FLORENCE. — C’est très-flatteur pour moi, mais les temps sont changés. D’ouvrier j’étais alors devenu seigneur, et depuis, le seigneur est redevenu prolétaire. Ce n’est pas à des gens comme nous que s’adressent vos sourires. Ainsi…

MYRTO. — Vous nous croyez donc bien intéressées ?

FLORENCE. — Oui, en général.

MYRTO. — Mais il y a des exceptions.

FLORENCE. — Je sais que vous n’en êtes pas une.

MYRTO. — Voilà une parole bien dure.

FLORENCE — Pourquoi serais-je flatteur avec vous ? C’est à ceux qui vous désirent de fermer les yeux sur vos défauts. Moi qui n’ai rien à vous demander, j’ai le droit d’être meilleur pour vous que les autres, et de vous dire la vérité.

MYRTO. — Ainsi, c’est par amitié ?

FLORENCE. — Si vous voulez.

MYRTO. — Et si je ne veux pas ?

FLORENCE. — Ce Sera par humanité.

MYRTO. — Ah ! oui, par pitié ! Vous êtes bien cruel, vous, avec votre air insouciant. Voyons, croyez-vous donc bien me connaître ?

FLORENCE. — Oui.

MYRTO. — Vous aviez donc fait attention à moi chez Guérineau ? Vous m’examiniez donc ? Cela ne paraissait pas.
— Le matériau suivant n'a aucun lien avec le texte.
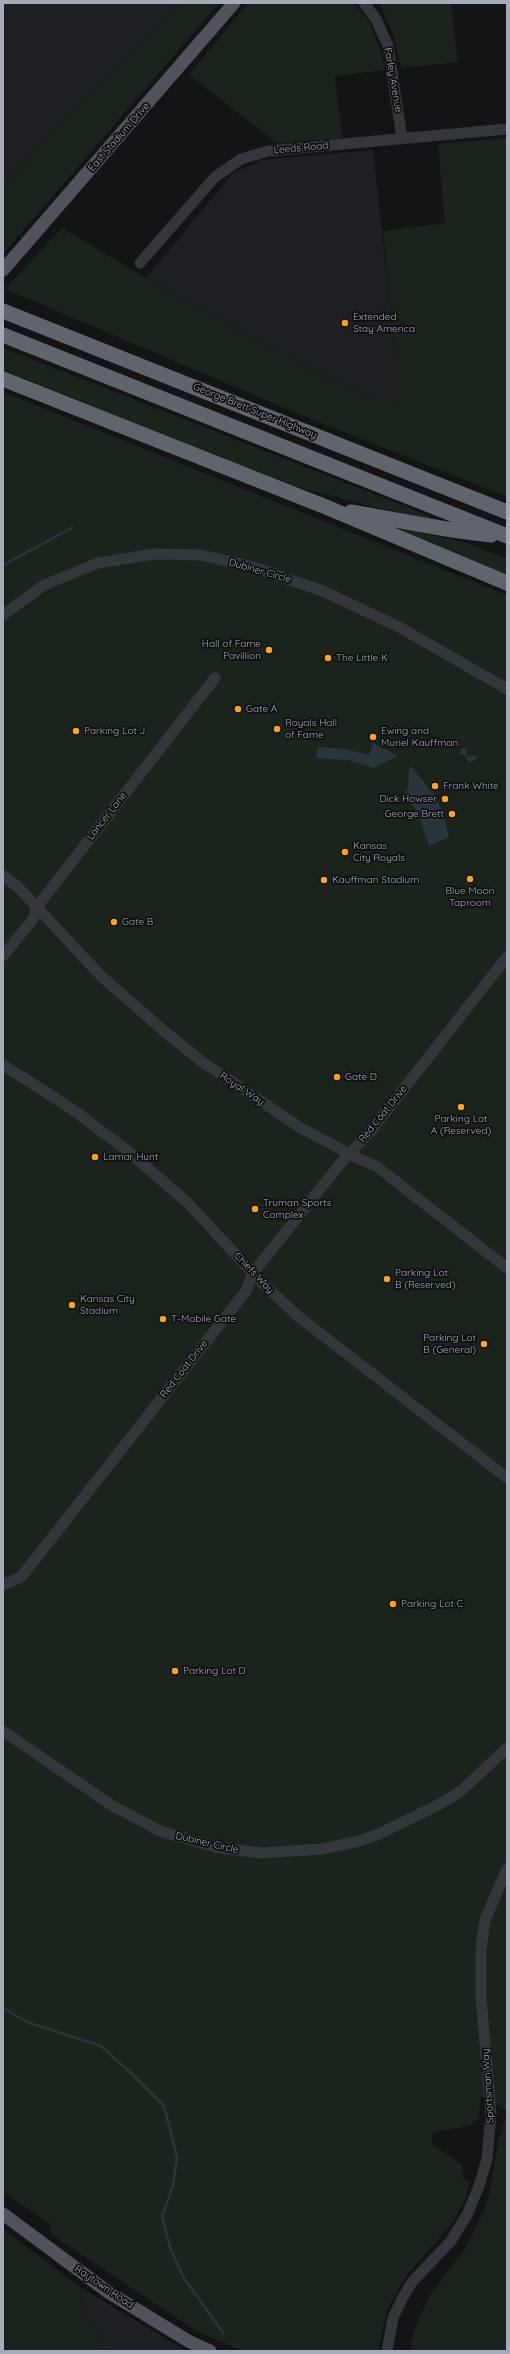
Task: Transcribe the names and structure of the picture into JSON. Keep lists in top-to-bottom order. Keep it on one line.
{"streets":{"highway":["George Brett Super Highway"],"main road":["East Stadium Drive","Raytown Road"],"street":["Farley Avenue","Leeds Road","Dubiner Circle","Lancer Lane","Royal Way","Red Coat Drive","Chiefs Way","Sportsman Way"]},"crossings":[["Farley Avenue","Leeds Road"],["Lancer Lane","Royal Way"],["Royal Way","Red Coat Drive"],["Red Coat Drive","Chiefs Way"]],"places":["Extended Stay America","Hall of Fame Pavillion","The Little K","Gate A","Royals Hall of Fame","Parking Lot J","Ewing and Muriel Kauffman","Frank White","Dick Howser","George Brett","Kansas City Royals","Blue Moon Taproom","Kauffman Stadium","Gate B","Gate D","Parking Lot A (Reserved)","Lamar Hunt","Truman Sports Complex","Parking Lot B (Reserved)","Kansas City Stadium","T-Mobile Gate","Parking Lot B (General)","Parking Lot C","Parking Lot D"]}
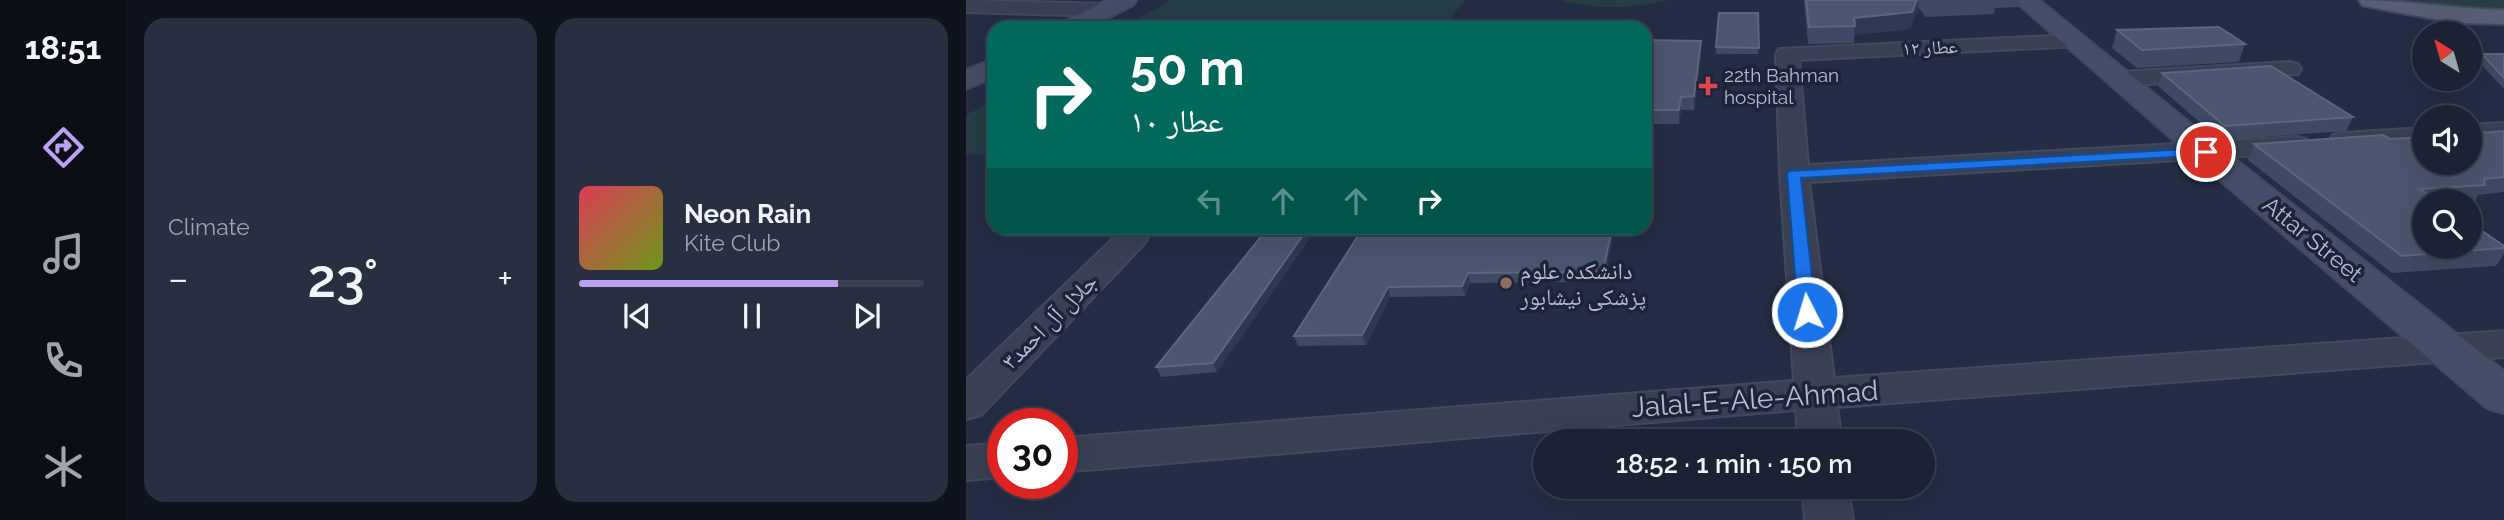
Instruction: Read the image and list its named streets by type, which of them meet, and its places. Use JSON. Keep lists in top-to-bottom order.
{
  "streets": {
    "street": [
      "عطار ۱۲",
      "Attar Street",
      "جلال آل احمد۳",
      "Jalal-E-Ale-Ahmad"
    ]
  },
  "crossings": [
    ["عطار ۱۲", "Attar Street"],
    ["Attar Street", "Jalal-E-Ale-Ahmad"]
  ],
  "places": {
    "health": ["22th Bahman hospital"],
    "other": ["دانشکده علوم پزشکی نیشابور"]
  },
  "north": "top left",
  "page": {
    "tabs": "18:51",
    "tile": "Climate",
    "turn": ["50 m", "عطار ۱۰"],
    "song": ["Neon Rain", "Kite Club"],
    "heat": ["−", "23°", "+"],
    "limit": "30",
    "trip": "18:52 · 1 min · 150 m"
  }
}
FLORENCE. — Une jolie femme est toujours une jolie femme pour un homme de vingt-cinq ans, et je ne me piquais pas d’une vertu farouche pour mon compte particulier ; mais l’amitié m’est sacrée. Guérineau était un digne jeune homme, plein de dévouement pour moi et de confiance en moi.